[DATA RECORDS]

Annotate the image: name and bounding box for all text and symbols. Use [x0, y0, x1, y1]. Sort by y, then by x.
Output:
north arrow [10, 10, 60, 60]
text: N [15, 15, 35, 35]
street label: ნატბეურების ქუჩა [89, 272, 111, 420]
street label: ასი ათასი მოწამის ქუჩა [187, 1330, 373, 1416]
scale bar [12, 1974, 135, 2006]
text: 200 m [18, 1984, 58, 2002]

[/DATA RECORDS]
[DATA RECORDS]

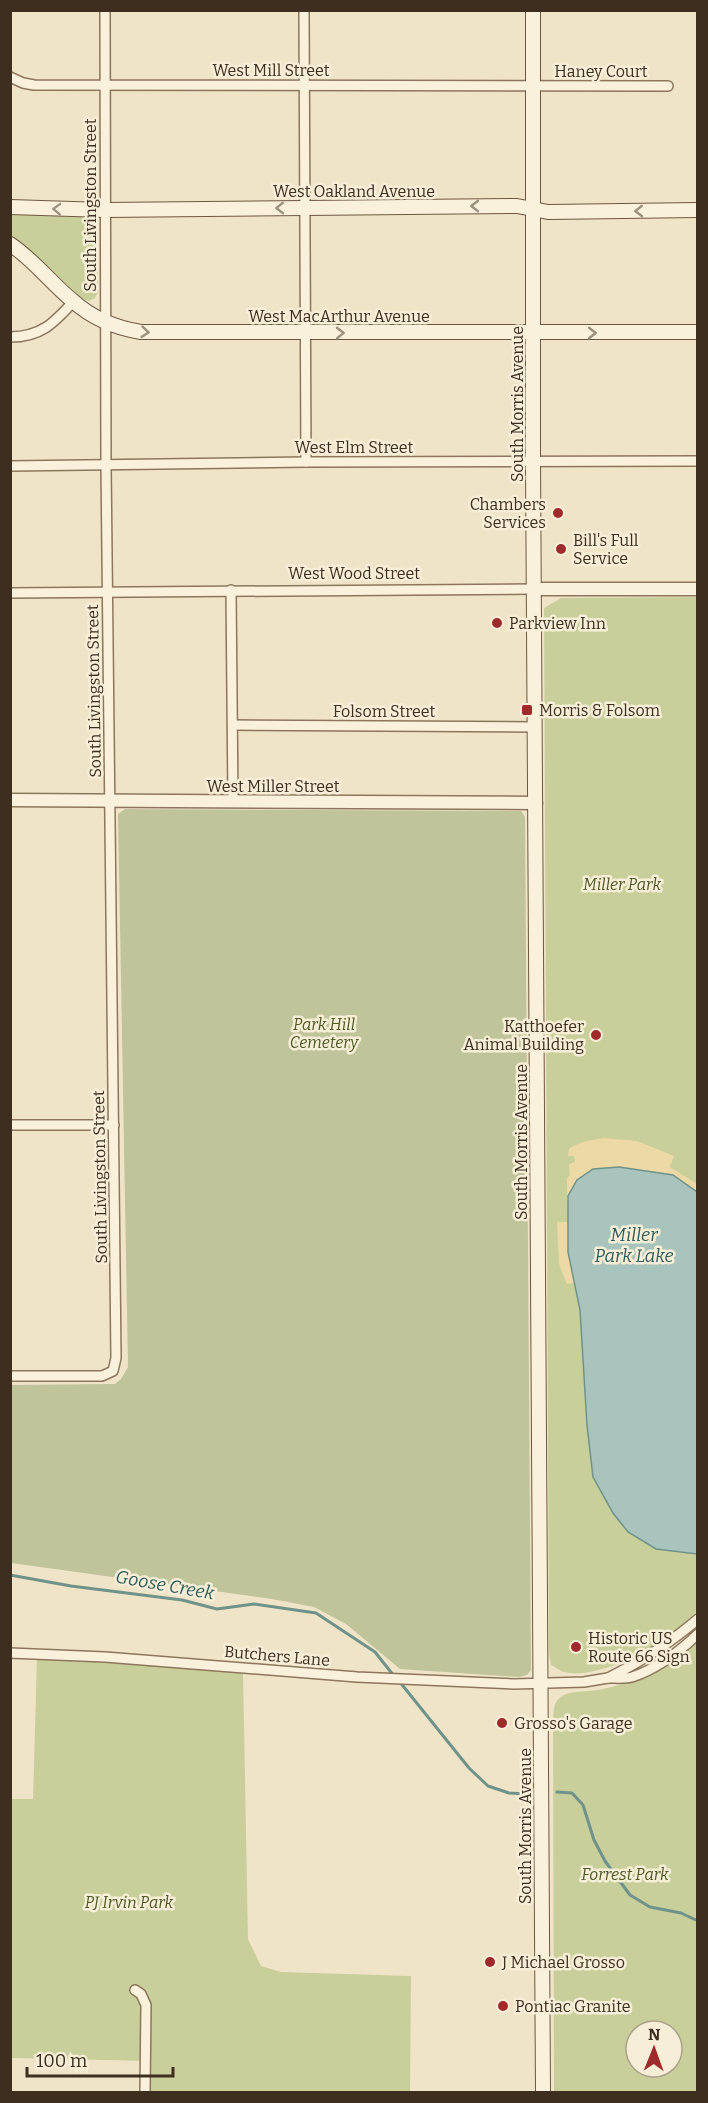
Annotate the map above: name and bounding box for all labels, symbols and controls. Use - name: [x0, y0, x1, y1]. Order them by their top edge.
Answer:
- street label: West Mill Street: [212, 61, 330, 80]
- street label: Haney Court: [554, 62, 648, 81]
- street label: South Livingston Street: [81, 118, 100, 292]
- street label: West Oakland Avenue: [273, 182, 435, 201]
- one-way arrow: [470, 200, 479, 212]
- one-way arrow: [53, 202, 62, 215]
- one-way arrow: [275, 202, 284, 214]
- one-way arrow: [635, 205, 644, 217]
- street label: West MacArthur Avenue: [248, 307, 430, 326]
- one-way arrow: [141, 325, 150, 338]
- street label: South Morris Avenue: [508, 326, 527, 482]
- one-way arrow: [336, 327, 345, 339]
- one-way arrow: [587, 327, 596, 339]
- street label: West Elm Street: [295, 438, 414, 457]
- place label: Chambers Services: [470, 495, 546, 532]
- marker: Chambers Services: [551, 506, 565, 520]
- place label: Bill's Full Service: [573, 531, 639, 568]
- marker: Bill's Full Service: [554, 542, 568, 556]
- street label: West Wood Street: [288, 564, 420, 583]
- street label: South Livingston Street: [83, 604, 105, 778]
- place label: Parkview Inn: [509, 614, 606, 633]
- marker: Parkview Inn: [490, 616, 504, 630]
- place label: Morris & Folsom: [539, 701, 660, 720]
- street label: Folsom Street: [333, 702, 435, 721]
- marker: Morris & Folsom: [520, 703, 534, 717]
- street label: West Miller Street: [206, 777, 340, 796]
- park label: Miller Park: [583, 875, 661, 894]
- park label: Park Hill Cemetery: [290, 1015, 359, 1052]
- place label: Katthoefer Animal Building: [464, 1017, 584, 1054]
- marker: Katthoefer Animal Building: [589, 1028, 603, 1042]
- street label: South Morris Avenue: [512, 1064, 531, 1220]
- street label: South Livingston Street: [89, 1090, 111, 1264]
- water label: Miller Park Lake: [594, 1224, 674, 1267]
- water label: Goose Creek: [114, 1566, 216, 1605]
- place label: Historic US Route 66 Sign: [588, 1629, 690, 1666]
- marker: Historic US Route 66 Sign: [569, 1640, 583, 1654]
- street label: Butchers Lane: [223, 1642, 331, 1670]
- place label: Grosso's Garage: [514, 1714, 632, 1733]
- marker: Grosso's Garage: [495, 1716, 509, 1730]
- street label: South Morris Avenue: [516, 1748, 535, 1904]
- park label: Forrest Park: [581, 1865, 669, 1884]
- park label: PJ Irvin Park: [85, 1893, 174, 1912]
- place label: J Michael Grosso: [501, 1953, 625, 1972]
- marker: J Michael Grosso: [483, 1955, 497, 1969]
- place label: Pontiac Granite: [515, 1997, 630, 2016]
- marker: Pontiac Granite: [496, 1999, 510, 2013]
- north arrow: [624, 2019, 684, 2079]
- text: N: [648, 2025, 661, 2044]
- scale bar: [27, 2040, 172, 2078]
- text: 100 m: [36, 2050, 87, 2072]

[/DATA RECORDS]
[DATA RECORDS]

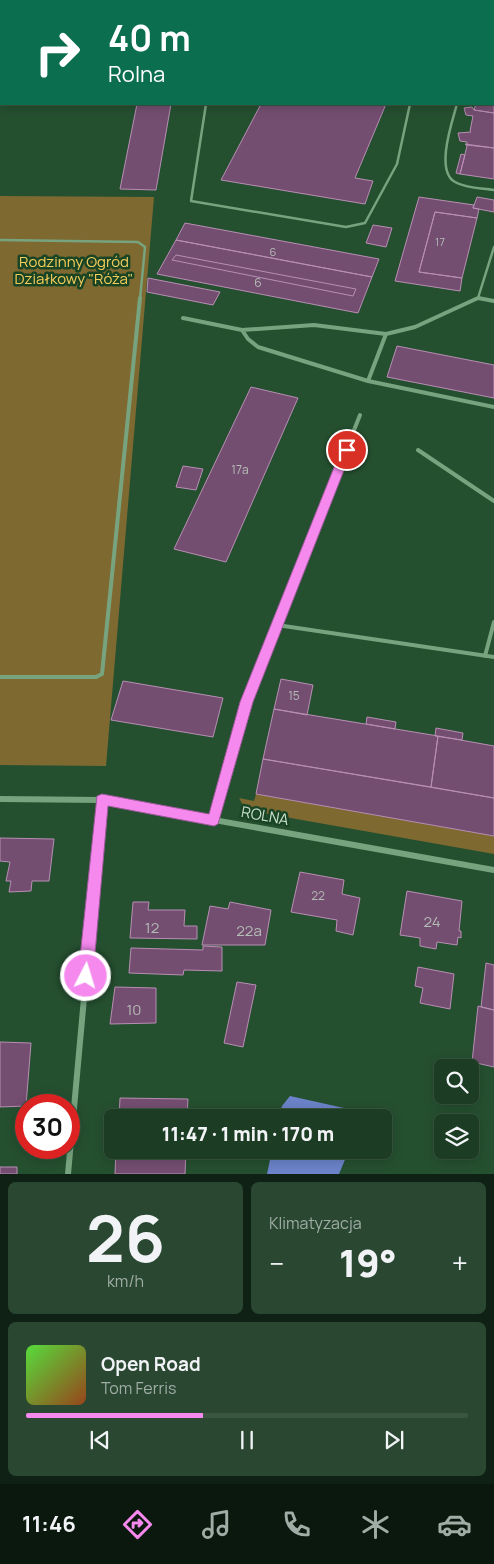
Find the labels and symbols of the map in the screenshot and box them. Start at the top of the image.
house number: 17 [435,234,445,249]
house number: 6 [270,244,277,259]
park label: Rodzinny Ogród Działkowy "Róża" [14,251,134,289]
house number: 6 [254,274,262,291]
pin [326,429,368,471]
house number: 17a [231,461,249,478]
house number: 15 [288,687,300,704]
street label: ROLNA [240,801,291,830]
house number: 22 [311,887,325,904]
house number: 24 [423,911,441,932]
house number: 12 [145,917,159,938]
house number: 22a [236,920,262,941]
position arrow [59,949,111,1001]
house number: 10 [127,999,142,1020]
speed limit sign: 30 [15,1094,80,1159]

[/DATA RECORDS]

- [TASK GOAL]: Filter the records above down to the lines that hold the string "bounding".

- [EXERCISE RESULT]:
Annotate the image: name and bounding box for all text and symbols. Use [x0, y0, x1, y1]. Sort by y, then by x.
Annotate the map above: name and bounding box for all labels, symbols and controls. Use - name: [x0, y0, x1, y1]. Order them by their top edge.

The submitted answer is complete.